Investors want new body to hold directors to account

The Investment Association has called on the government to set up a new body with the power to punish company directors who are found negligent in carrying out their duties

It says that the current system is fragmented and a single authority would be able to provide better scrutiny.

The need for a new body, which the association sets out in its response to the Department for Business, Energy and Industrial Strategy’s (BEIS’s) consultation on insolvency and corporate governance, has become more pressing given the attention now being paid to boardroom behaviour and performance and the demand for greater accountability.

The association points to the fact that the public register it launched last December following a request from government, has already recorded 28 companies since the start of the 2018 agm season where 20% or more of shareholders voted against a director re-election resolution.

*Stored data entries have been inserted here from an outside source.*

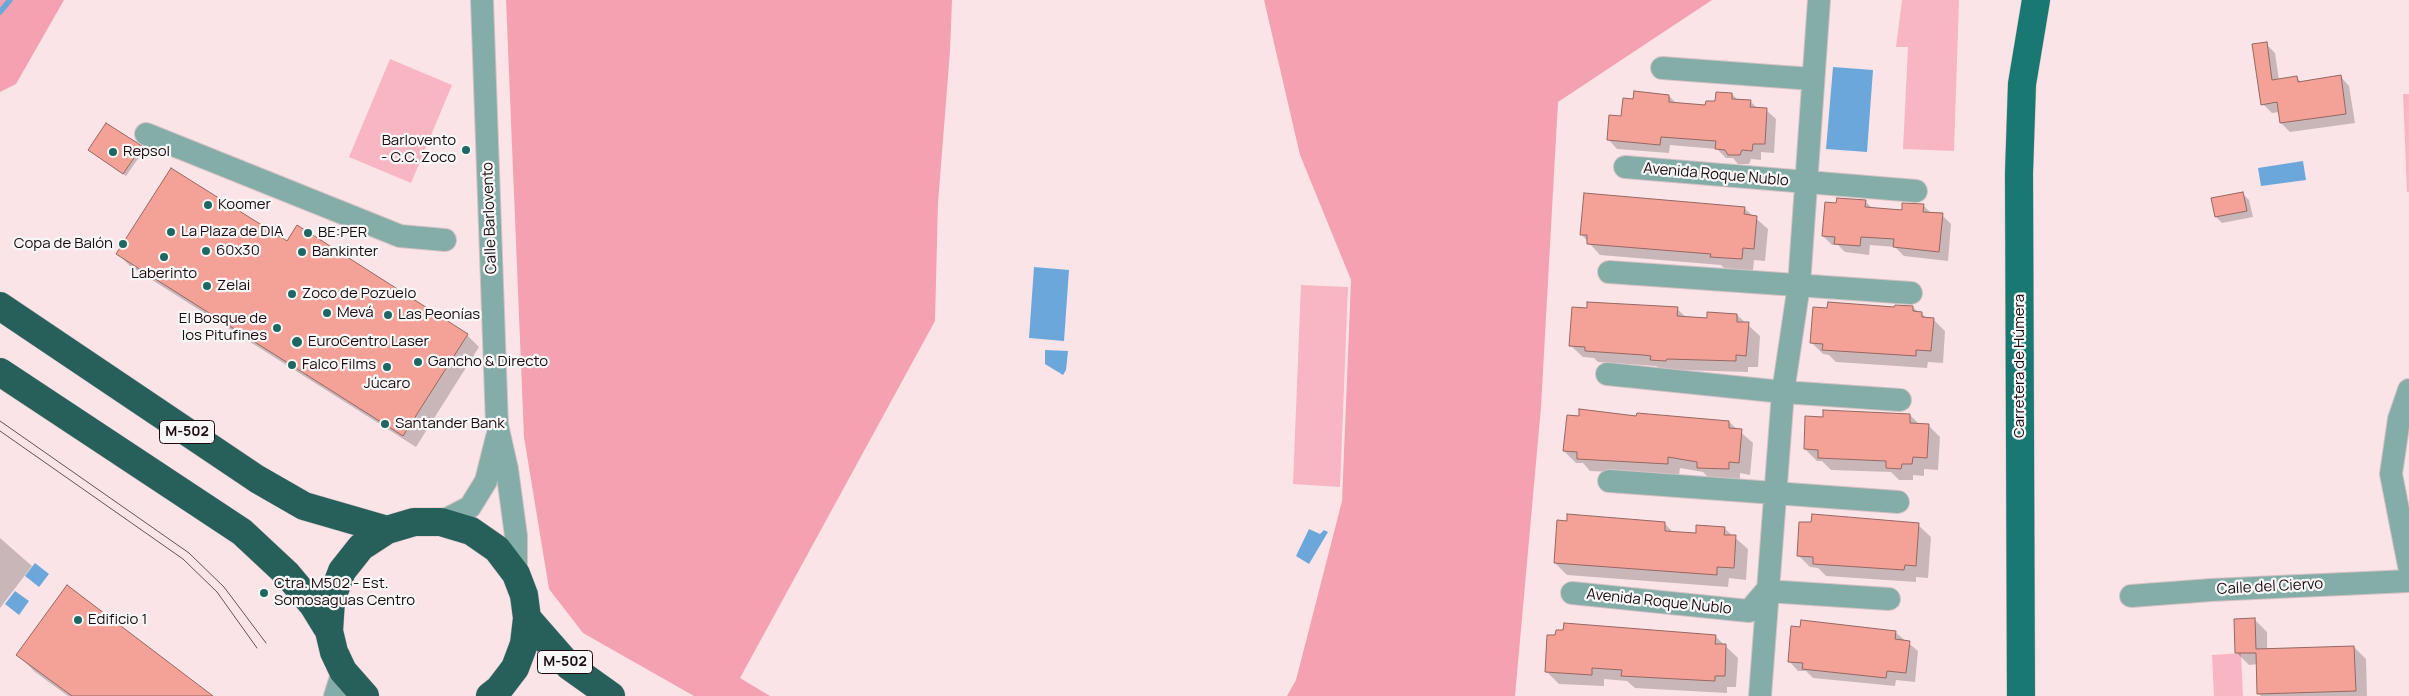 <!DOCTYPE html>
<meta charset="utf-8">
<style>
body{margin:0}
canvas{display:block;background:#fae4e7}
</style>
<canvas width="2409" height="696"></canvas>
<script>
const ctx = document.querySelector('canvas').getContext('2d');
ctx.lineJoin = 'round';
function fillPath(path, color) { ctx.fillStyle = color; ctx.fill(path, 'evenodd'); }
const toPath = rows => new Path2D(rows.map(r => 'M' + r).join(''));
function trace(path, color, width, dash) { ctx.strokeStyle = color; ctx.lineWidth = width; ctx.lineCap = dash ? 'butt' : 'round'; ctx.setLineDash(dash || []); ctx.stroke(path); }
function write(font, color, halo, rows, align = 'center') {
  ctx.font = font + ' Manrope,sans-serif'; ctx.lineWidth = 4.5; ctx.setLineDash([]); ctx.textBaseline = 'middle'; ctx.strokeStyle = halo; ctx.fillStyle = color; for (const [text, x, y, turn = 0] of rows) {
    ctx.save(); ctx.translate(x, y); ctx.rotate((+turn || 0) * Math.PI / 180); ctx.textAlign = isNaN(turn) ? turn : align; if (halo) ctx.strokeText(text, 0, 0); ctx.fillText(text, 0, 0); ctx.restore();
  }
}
const green = toPath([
 [1902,0,1959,0,1954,151,1903,149,1908,47,1896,47],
 [390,59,452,85,411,183,349,157],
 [2403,94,2409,94,2409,192,2407,192],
 [1301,285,1348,287,1340,487,1293,484],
 [2241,653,2243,696,2214,696,2212,655]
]);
const forest = toPath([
 [0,0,64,0,16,84,0,92],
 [506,0,952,0,950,51,938,203,935,321,740,678,770,696,694,696,583,633,549,589,524,437],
 [1264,0,1712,0,1558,102,1541,407,1515,696,1287,696,1296,680,1342,501,1351,280,1300,155]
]);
const water = toPath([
 [1833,67,1873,70,1867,152,1826,149],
 [2303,161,2306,180,2261,186,2258,168],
 [1034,267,1069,270,1064,341,1029,338],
 [1045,350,1068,351,1066,370,1063,375,1045,364],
 [1309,529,1320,534,1324,530,1328,532,1309,564,1296,556],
 [35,563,49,574,39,587,25,576],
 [15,591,29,601,19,615,5,604]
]);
const shadow = toPath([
 [2266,44,2275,53,2279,80,2297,78,2301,82,2340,76,2349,86,2355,123,2290,132,2281,123,2280,112,2272,113,2263,104],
 [1732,94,1739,101,1750,101,1758,109,1766,110,1776,119,1774,153,1761,152,1761,160,1751,159,1749,164,1738,164,1733,158,1726,158,1717,149,1670,145,1669,153,1617,149,1608,139,1622,117,1669,96,1677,104,1707,107],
 [141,147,144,150,126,176,89,150],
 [2243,194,2249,200,2253,217,2222,223,2216,217],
 [1865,201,1873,209,1903,212,1923,205,1932,214,1942,215,1951,224,1948,261,1904,256,1895,247,1870,245,1869,255,1845,252,1838,245,1832,245,1823,236,1838,204],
 [1744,208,1768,229,1765,261,1754,260,1753,271,1724,268,1721,265,1600,255,1581,234],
 [287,243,467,335,479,347,416,447,130,266,118,254],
 [1912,307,1927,318,1933,319,1945,331,1943,363,1928,362,1927,368,1836,362,1829,355,1823,354,1811,342,1896,309],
 [1677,309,1687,318,1708,319,1737,315,1760,336,1758,367,1748,367,1748,372,1679,370,1664,372,1656,366,1598,362,1594,358,1583,357,1570,345],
 [1910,415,1919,424,1928,425,1940,437,1938,470,1924,469,1924,476,1913,475,1913,480,1899,480,1891,472,1831,470,1822,461,1817,461,1805,449],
 [1637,417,1729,422,1753,443,1750,475,1740,473,1740,480,1710,479,1703,472,1680,468,1679,475,1590,471,1583,463,1576,463,1564,451],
 [1664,523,1674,533,1697,535,1724,528,1748,549,1746,580,1729,578,1728,587,1567,575,1555,563],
 [1918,525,1931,537,1928,578,1916,577,1916,582,1826,576,1818,568,1810,567,1798,555],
 [0,538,32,566,0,608],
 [2255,620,2267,632,2267,650,2354,647,2366,659,2367,696,2261,696,2259,694,2258,664,2249,665,2236,652],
 [1895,632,1918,651,1915,682,1896,680,1895,686,1813,678,1806,671,1798,671,1789,661],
 [1715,636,1738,658,1736,687,1727,687,1727,693,1635,688,1627,681,1604,679,1604,686,1559,684,1547,672],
 [18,655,211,696,68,696,35,672]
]);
const stream = toPath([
 [0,12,10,0]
]);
const building = toPath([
 [2267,42,2272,80,2297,76,2298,82,2341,75,2346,114,2280,123,2277,102,2261,105,2252,44,2267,42],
 [1634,91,1669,95,1669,102,1705,105,1706,101,1715,101,1716,92,1732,93,1732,99,1751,100,1750,107,1767,108,1765,144,1753,144,1752,151,1742,150,1740,155,1728,155,1725,150,1715,149,1716,141,1661,137,1660,145,1607,140,1609,115,1621,116,1623,98,1633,99,1634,91],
 [106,123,142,146,123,174,88,150,106,123],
 [171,168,287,241,297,225,468,334,403,436,116,254,171,168],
 [2243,192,2247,211,2215,217,2211,198,2243,192],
 [1584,193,1745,207,1744,214,1757,216,1754,249,1743,248,1742,259,1710,257,1711,254,1587,244,1587,235,1580,235,1584,193],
 [1837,198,1866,200,1865,207,1902,210,1902,203,1924,204,1923,212,1943,213,1939,252,1893,247,1894,239,1861,237,1860,246,1834,244,1835,237,1822,236,1825,202,1836,203,1837,198],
 [1587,302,1678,307,1677,316,1707,318,1707,312,1737,314,1737,322,1749,322,1746,356,1736,355,1736,361,1667,359,1666,361,1650,360,1651,356,1643,355,1585,351,1585,347,1569,346,1572,307,1587,308,1587,302],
 [1828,302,1894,307,1895,305,1913,306,1913,311,1922,312,1922,317,1934,318,1931,351,1916,350,1916,356,1822,350,1823,344,1810,343,1813,307,1827,308,1828,302],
 [1579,409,1636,416,1637,413,1729,421,1729,428,1742,429,1739,463,1729,462,1729,469,1697,468,1697,462,1668,457,1668,464,1577,459,1577,452,1563,451,1567,415,1579,416,1579,409],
 [1823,410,1910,414,1910,423,1929,424,1927,458,1913,457,1912,464,1902,464,1901,469,1886,468,1886,461,1818,458,1818,450,1804,449,1805,416,1823,417,1823,410],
 [1567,514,1665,522,1665,531,1696,533,1696,525,1725,527,1724,535,1736,535,1734,568,1717,567,1717,575,1554,563,1557,520,1567,521,1567,514],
 [1812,514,1919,523,1916,566,1905,565,1904,570,1813,564,1813,557,1797,556,1799,522,1811,522,1812,514],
 [67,585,213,696,72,696,16,655,67,585],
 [2255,618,2256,649,2354,646,2356,691,2257,694,2256,653,2235,653,2234,619,2255,618],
 [1801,620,1896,631,1895,639,1910,641,1906,673,1887,671,1886,678,1802,669,1803,663,1788,662,1791,626,1800,627,1801,620],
 [1564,623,1716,635,1715,644,1726,644,1725,676,1715,676,1715,681,1621,676,1622,670,1592,668,1592,675,1545,672,1547,635,1555,635,1556,630,1563,630,1564,623]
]);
const minor = toPath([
 [482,0,497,425,507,469,516,536,516,574],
 [1662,68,1812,79],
 [146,134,400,236,445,240],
 [1625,167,1916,191],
 [1609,272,1911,293],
 [1607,374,1783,392,1900,400],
 [2409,390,2399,419,2391,474,2409,566],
 [1609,481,1898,502],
 [441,522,470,507,486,481,497,437],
 [1572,593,1749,611,1766,591,1889,599],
 [2131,596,2211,590,2409,581],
 [335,696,343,671],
 [1760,696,1783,392,1799,285,1819,0]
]);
const major = toPath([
 [2021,696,2019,173,2022,84,2036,0]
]);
const highway = toPath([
 [0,306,257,479,304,506,387,530],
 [0,372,242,532,287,574,313,605,329,631],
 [527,618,569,666,611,696],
 [365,696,343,671,334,652,329,631,331,600,342,571,361,547,387,530,414,522,441,522,471,531,497,549,516,574,524,595,527,618,524,644,515,668,499,689,490,696]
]);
const tram = toPath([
 [0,421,189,553,224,587,266,643],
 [0,431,183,559,217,592,257,648]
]);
const markers = [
 [466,150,5,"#1d6862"],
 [113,152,5,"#1d6862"],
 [208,205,5,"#1d6862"],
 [171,232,5,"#1d6862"],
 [308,233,5,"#1d6862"],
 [123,244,5,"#1d6862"],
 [206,251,5,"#1d6862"],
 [302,252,5,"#1d6862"],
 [164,257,5,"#1d6862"],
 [207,286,5,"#1d6862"],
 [292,294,5,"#1d6862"],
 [327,313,5,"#1d6862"],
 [388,315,5,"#1d6862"],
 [277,328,5,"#1d6862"],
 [297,342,6,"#1d6862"],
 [418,362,5,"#1d6862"],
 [292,365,5,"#1d6862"],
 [387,367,5,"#1d6862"],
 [385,424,5,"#1d6862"],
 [264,593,5,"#1d6862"],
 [78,620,5,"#1d6862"]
];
const shields = [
 [187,432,55],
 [565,662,55]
];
const shieldNames = [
 ["M-502",187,432],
 ["M-502",565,662]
];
const poiNames = [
 ["Barlovento",456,141,"right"],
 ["- C.C. Zoco",456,158,"right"],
 ["Repsol",123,152],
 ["Koomer",218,205],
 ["La Plaza de DIA",181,232],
 ["BE:PER",318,233],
 ["Copa de Balón",113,244,"right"],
 ["60x30",216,251],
 ["Bankinter",312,252],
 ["Laberinto",164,274,"center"],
 ["Zelai",217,286],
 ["Zoco de Pozuelo",302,294],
 ["Mevá",337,313],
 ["Las Peonías",398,315],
 ["El Bosque de",267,319,"right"],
 ["los Pitufines",267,336,"right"],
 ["EuroCentro Laser",308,342],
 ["Gancho & Directo",428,362],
 ["Falco Films",302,365],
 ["Júcaro",387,384,"center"],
 ["Santander Bank",395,424],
 ["Ctra. M502 - Est.",274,584],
 ["Somosaguas Centro",274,601],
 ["Edificio 1",88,620]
];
const streetNames = [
 ["Avenida Roque Nublo",1716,175,5],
 ["Calle Barlovento",490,218,-92],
 ["Carretera de Húmera",2020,366,-90],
 ["Calle del Ciervo",2270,587,-3],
 ["Avenida Roque Nublo",1659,602,6]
];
fillPath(green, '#f8b6c2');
fillPath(forest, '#f4a2b1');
fillPath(water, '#6ca7dc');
fillPath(shadow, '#0003');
trace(stream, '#6ca7dc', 5.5);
fillPath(building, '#f4a298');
trace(building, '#956761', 1);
trace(minor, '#d6c1c4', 24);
trace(major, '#d6c1c4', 29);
trace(highway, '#d6c1c4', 29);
trace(minor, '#84ada8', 22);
trace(major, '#197972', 28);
trace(highway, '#27605b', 28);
trace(tram, '#655356', 1);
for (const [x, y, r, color] of markers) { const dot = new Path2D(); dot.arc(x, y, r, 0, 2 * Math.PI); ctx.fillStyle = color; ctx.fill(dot); trace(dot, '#f7f7f7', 2); }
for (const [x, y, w] of shields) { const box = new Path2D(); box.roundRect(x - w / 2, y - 11.5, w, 23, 4); ctx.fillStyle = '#f7f7f7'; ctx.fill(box); trace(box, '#1c0b0f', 1); }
write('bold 14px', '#1c0b0f', null, shieldNames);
write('15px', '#1c0b0f', '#f7f7f7', poiNames, 'left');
write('15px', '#1c0b0f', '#f7f7f7', streetNames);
</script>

Investment Association director of stewardship and corporate governance Andrew Ninian argues that recent high profile cases have demonstrated that the current framework for sanctioning needs re-thinking.

“The current system of sanctions is fragmented between many different authorities, and often directors are only sanctioned as a result of investigations after a company goes into insolvency,” he says.

“By uniting the powers and responsibilities, we would be giving real teeth to a single body which could then hold any directors to account for being negligent of their duties.”

The association is not making any recommendation about whether the brief should go to an existing body – like the Financial Reporting Council (FRC) – or to a newly created organisation.

The FRC has made it clear that it wants to be able to sanction all directors, not just those who are members of the accountancy and actuarial professions that it regulates.

In a letter to the House of Commons’ BEIS committee in December 2016, FRC chief executive Stephen Haddrill set out the regulator’s recommendations on corporate governance and what additional powers these would require.

He explained that there was no way of holding other directors to account even where the evidence suggested that they were guilty of a breach of regulations. “We believe this should be rectified both in relation to questions of integrity and a failure to report properly to shareholders,” he wrote.

It is a theme that the FRC has returned to on many occasions and which is now one of the issues being considered by Sir John Kingman in his independent review of the FRC’s future.